In: Croatian accession to the European Union. Vol. 1, Economic and legal challenges, S. 1-24
This chapter aims to summarise and analyse the project that involves the work of a group of experts whose ambition it is to help those who make the political decisions, the media and interested readers to understand the requirements of the EU and the situation in Croatia, to draw concrete conclusions and make recommendations for essential measures. Part one raises the question of whether the EU is fiction or reality, part two puts Croatia in the context of the EU, while the third part concentrates on macroeconomics, banking and finances, taxes, government aid, trade policy, power, agriculture, employment and unemployment, the legal system, the non-governmental sector and equality between men and women.
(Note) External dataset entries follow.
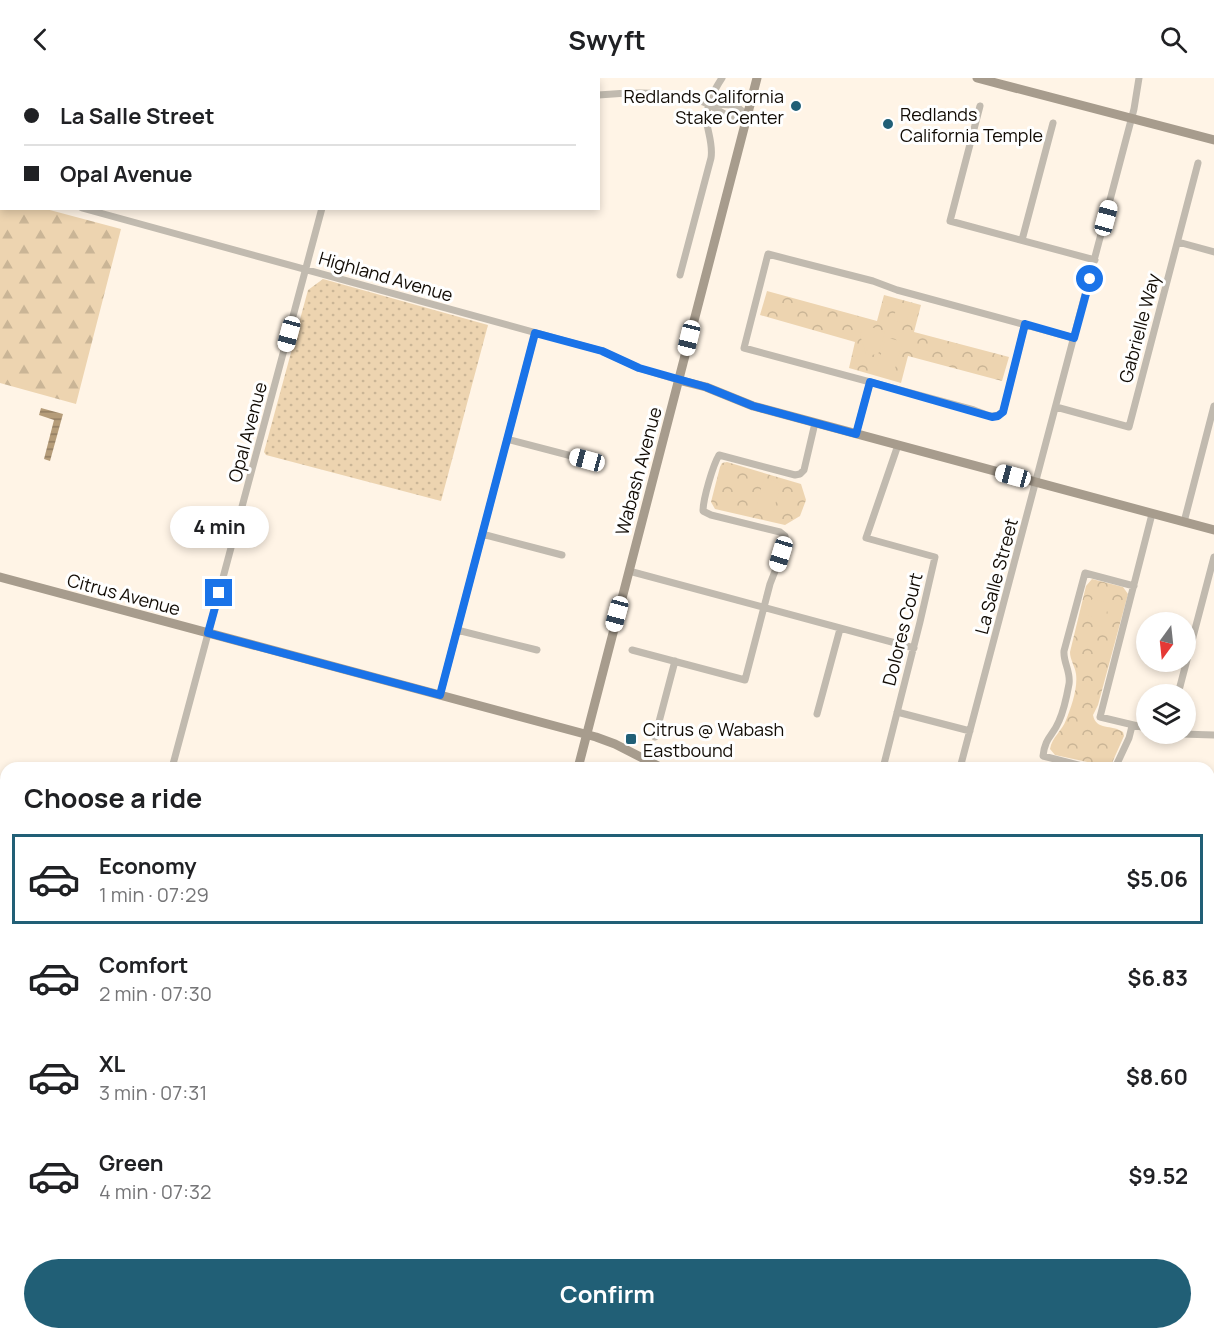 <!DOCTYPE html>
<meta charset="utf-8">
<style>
:root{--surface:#fff;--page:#f6f6f6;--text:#202124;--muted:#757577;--line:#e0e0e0;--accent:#215f76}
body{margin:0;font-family:Manrope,sans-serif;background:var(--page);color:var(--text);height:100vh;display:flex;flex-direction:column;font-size:22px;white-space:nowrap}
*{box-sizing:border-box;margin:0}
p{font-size:20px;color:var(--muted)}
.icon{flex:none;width:33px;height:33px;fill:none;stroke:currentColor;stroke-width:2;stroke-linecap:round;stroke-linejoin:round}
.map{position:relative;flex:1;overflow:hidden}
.drawer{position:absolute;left:0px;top:684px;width:1215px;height:578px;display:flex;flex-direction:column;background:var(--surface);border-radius:18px 18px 0 0;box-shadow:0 3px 9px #0003}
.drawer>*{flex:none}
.banner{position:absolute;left:0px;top:0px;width:600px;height:132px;box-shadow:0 3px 9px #0003;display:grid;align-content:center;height:132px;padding:0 24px;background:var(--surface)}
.needle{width:39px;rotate:195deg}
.controls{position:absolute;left:1136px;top:534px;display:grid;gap:12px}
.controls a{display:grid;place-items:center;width:60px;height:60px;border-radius:50%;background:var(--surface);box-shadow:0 3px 9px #0003;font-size:30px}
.end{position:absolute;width:27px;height:27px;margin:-14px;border:8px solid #1a73e8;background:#fff;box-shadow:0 0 0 3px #fff}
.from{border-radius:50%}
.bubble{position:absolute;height:42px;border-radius:21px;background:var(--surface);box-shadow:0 3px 9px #0003;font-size:20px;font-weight:700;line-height:42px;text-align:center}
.car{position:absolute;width:18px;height:36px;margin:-18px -9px;border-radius:8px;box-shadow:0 0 4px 2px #0007;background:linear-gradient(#fff 24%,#345 0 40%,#fff 0 76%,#345 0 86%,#fff 0)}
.banner b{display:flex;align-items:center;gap:21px;height:57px;font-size:22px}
.banner b+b{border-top:2px solid var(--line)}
.banner i{width:15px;height:15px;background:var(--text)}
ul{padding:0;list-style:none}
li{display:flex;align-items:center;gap:18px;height:90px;margin:0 12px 9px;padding:0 12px;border:3px solid transparent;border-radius:0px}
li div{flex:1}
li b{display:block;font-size:22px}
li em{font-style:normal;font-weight:700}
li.selected{border-color:var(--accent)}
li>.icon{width:54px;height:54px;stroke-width:1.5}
h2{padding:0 24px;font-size:27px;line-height:72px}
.button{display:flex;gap:12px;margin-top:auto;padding:12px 24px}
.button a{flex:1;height:69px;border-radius:36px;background:var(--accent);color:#fff;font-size:24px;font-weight:700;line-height:69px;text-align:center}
header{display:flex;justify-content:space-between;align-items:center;height:78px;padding:0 24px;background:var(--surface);font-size:27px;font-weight:700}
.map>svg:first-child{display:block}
</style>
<header><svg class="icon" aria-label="back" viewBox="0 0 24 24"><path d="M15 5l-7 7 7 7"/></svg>Swyft<svg class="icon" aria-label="search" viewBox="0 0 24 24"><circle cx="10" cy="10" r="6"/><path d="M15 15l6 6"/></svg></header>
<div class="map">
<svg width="1214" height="1261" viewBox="0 0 1214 1261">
<defs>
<pattern id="grass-dots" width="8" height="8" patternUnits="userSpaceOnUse" patternTransform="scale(1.5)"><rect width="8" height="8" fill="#edd4b0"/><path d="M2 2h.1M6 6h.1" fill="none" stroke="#cab596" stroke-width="1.8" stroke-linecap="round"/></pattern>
<pattern id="forest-firs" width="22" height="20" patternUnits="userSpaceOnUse" patternTransform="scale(1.5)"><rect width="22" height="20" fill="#edd4b0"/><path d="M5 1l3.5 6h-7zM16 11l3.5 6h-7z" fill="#cab596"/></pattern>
<pattern id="park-crowns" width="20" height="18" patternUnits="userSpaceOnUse" patternTransform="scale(1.5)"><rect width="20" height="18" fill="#edd4b0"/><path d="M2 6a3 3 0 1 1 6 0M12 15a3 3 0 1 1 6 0" fill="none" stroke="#cab596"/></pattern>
<pattern id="water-rules" width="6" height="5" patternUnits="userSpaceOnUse" patternTransform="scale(1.5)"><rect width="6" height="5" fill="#b59c79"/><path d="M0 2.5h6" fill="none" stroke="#927d61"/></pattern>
</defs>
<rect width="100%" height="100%" fill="#fff4e6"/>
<path fill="url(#grass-dots)" d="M 323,201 L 488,247 L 441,423 L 266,377 L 264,374 L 308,212 Z
M 0,802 L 6,803 L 6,931 L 0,930 Z"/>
<path fill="url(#forest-firs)" d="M 0,118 L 2,130 L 46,131 L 121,151 L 76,326 L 0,305 Z"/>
<path fill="url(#park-crowns)" d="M 767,213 L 877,243 L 884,217 L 921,227 L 914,254 L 1009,279 L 1002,303 L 908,278 L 901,305 L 849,290 L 855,264 L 760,237 Z
M 727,384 L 801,406 L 806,422 L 800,438 L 785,447 L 715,431 L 711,424 L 720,389 L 722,385 Z
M 1092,501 L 1123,509 L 1128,516 L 1098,627 L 1093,637 C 1096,653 1112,646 1123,654 L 1124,658 L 1112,685 L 1106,688 L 1055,677 L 1050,671 C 1052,659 1062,653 1066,642 C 1071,630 1078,610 1076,596 C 1075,588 1070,582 1070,574 L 1086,508 Z
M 437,1256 L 620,1256 L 618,1261 L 435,1261 Z"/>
<path fill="#edd4b0" d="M 897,228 L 910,232 L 906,246 L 893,242 Z
M 871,249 L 885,254 L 878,277 L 866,276 L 860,257 L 862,252 Z
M 888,260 L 900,263 L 902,266 L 894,294 L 891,296 L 879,293 L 877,290 L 885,262 Z
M 764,400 L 781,405 L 772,438 L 755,433 Z
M 1092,521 L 1109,525 L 1103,549 L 1093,546 L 1094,539 L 1088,537 Z
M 0,1199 L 6,1200 L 5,1225 L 0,1224 Z
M 456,1256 L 522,1256 L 520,1261 L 455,1261 Z"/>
<path fill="url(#water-rules)" d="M 41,330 L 63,336 L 50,383 L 44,381 L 54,342 L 39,337 Z"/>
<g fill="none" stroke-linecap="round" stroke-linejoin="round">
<path stroke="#b59c79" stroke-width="1.5" d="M 0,786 L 6,789"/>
<path stroke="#c1baaf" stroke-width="7" d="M 357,2 L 357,0
M 558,2 L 558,0
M 598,17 C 632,14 668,13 700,23 C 720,29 724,44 747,38 C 735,24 727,26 710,27
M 980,28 L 950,143 L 1095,182
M 0,108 L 2,108
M 82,130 L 602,273 L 639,290 L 678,302
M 1022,162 L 1053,45
M 1178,164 L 1214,174
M 680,197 L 711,80 C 713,68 709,58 707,46 C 705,30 714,12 722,0
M 1025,246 L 1003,334 C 993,342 985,336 974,332 L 744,270 L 768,176 L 873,203 L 897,212 L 1074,260
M 1056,329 L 1129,349 L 1198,85
M 856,356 L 870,304
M 507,361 L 587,382
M 1184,444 L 1214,328
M 482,456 L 562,477
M 629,493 L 914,570
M 457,552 L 537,572
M 632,572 L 745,602 L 770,506 L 786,465 L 785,458 L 780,454 L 711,437 L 703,433 C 703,421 713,387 719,377 L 795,397 L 800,396 L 804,392 L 815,345
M 1178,616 L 1214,479
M 440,617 L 535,255
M 897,634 L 970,653
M 817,636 L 840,551
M 1146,650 L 1100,639 L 1152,436
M 1181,656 L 1214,657
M 655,659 L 675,583
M 172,690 L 322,130
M 883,690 L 920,544 L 935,479 L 866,460 L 898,367
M 960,690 L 1134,31 L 1139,0
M 1090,690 L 1043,678 C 1045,659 1053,658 1059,643 C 1064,632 1067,617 1069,606 C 1071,594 1063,584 1064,573 L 1085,495 L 1134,508
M 1115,690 L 1129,660 L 1132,648
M 1209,924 L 1214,905
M 1209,1034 L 1214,1035
M 841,1256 L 861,1261
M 17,1261 L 19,1256
M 919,1261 L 920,1256"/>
<path stroke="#a79c8d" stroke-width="9" d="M 977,0 L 1214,62
M 678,302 L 706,309 L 753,328 L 1214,452
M 0,499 L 596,659 L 615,666 L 662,690
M 578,690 L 757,0
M 1209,838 L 1214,840
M 1209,1229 L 1214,1210
M 422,1261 L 423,1256
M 1200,1261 L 1202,1256"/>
</g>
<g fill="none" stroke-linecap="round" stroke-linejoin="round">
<path stroke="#1a73e8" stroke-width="8" d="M 219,515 L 208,555 L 440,617 L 535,255 L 602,273 L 639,290 L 706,309 L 753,328 L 856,356 L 870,304 L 992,339 L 998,338 L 1003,334 L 1025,246 L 1074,260 L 1090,201"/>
</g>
<g fill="#215f76" stroke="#fff" stroke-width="2">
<circle cx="796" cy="28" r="6"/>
<circle cx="888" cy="46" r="6"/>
<rect x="625" y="655" width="12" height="12" rx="3"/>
</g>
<g text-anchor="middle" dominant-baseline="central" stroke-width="6" stroke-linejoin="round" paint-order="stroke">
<g font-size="18" fill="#110b04" stroke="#fff" text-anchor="start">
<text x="784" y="18" text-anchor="end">Redlands California<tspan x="784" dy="21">Stake Center</tspan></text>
<text x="900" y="36">Redlands<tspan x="900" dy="21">California Temple</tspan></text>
<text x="643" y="651">Citrus @ Wabash<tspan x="643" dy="21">Eastbound</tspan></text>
</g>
<g font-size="18" fill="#110b04" stroke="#fff">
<text transform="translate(386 198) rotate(16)">Highland Avenue</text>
<text transform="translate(1139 250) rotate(-75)">Gabrielle Way</text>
<text transform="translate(247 354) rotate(-75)">Opal Avenue</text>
<text transform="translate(638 393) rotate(-75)">Wabash Avenue</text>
<text transform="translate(996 498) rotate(-75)">La Salle Street</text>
<text transform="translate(124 516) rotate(15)">Citrus Avenue</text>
<text transform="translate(902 551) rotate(-76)">Dolores Court</text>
</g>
</g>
</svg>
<div class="controls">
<a><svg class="needle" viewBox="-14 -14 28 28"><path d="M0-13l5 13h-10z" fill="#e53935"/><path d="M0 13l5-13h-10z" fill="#757577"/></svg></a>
<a><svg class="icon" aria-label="layers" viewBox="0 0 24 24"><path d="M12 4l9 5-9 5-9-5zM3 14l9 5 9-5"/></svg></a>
</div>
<i class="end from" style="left:1090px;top:201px"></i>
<i class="end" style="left:219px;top:515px"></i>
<div class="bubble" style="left:170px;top:428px;width:99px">4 min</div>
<i class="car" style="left:1106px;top:140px;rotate:15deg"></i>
<i class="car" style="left:289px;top:256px;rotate:195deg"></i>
<i class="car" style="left:689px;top:260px;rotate:194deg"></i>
<i class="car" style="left:587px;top:382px;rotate:285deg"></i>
<i class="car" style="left:1013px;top:398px;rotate:285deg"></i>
<i class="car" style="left:781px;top:476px;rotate:197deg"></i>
<i class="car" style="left:617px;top:536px;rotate:195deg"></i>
<div class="banner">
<b><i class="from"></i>La Salle Street</b>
<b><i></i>Opal Avenue</b>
</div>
<section class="drawer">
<h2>Choose a ride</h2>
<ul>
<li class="selected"><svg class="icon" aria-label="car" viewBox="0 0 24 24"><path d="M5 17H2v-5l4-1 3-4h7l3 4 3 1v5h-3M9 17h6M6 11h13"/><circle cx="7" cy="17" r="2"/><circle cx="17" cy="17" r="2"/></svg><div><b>Economy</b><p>1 min · 07:29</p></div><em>$5.06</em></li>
<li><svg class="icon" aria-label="car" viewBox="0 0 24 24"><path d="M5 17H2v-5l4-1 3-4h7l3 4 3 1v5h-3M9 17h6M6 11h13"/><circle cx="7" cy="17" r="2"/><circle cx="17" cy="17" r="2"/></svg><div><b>Comfort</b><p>2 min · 07:30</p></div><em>$6.83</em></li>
<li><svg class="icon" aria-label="car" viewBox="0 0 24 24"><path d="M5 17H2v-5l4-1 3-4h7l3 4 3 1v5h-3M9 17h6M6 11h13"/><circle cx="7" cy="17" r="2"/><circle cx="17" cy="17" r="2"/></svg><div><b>XL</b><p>3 min · 07:31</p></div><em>$8.60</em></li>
<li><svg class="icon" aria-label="car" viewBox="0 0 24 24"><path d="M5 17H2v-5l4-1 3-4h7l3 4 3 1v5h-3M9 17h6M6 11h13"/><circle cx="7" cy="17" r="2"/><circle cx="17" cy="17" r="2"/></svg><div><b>Green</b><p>4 min · 07:32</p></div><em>$9.52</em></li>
</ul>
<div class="button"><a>Confirm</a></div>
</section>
</div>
Part four analyses key questions of
Croatia's accession to the EU – regulation within the EU itself, the normative and real harmonisation of Croatia and the EU, Croatian advantages and its points of vulnerability, and a comparison of Croatia with member countries and candidate countries. The chapter also offers a
number of recommendations for individual areas, while particular stress is placed upon recommendations that relate to the importance of the public administration and the independent agencies, the question of whether it is better to make adjustments at once or only when they are
essential, and the attitude to regional initiatives. The message of the paper is that most of the criteria of Maastricht, Copenhagen and the Stabilisation and Association Agreement are posed in such a way that they can only be of benefit to the country. Our goal ought to be to live in a society that meets as many of these criteria as possible, and whether Croatia will, in so doing, be a member of the EU or of some other association, or an association with some other name that will be relevant at the time Croatia has achieved all this is less important. The EU may help Croatia in its economic and social development, but only the citizens of Croatia can achieve economic development, institutions that are more efficient, and a society that is going to respect the laws and the rights of individuals.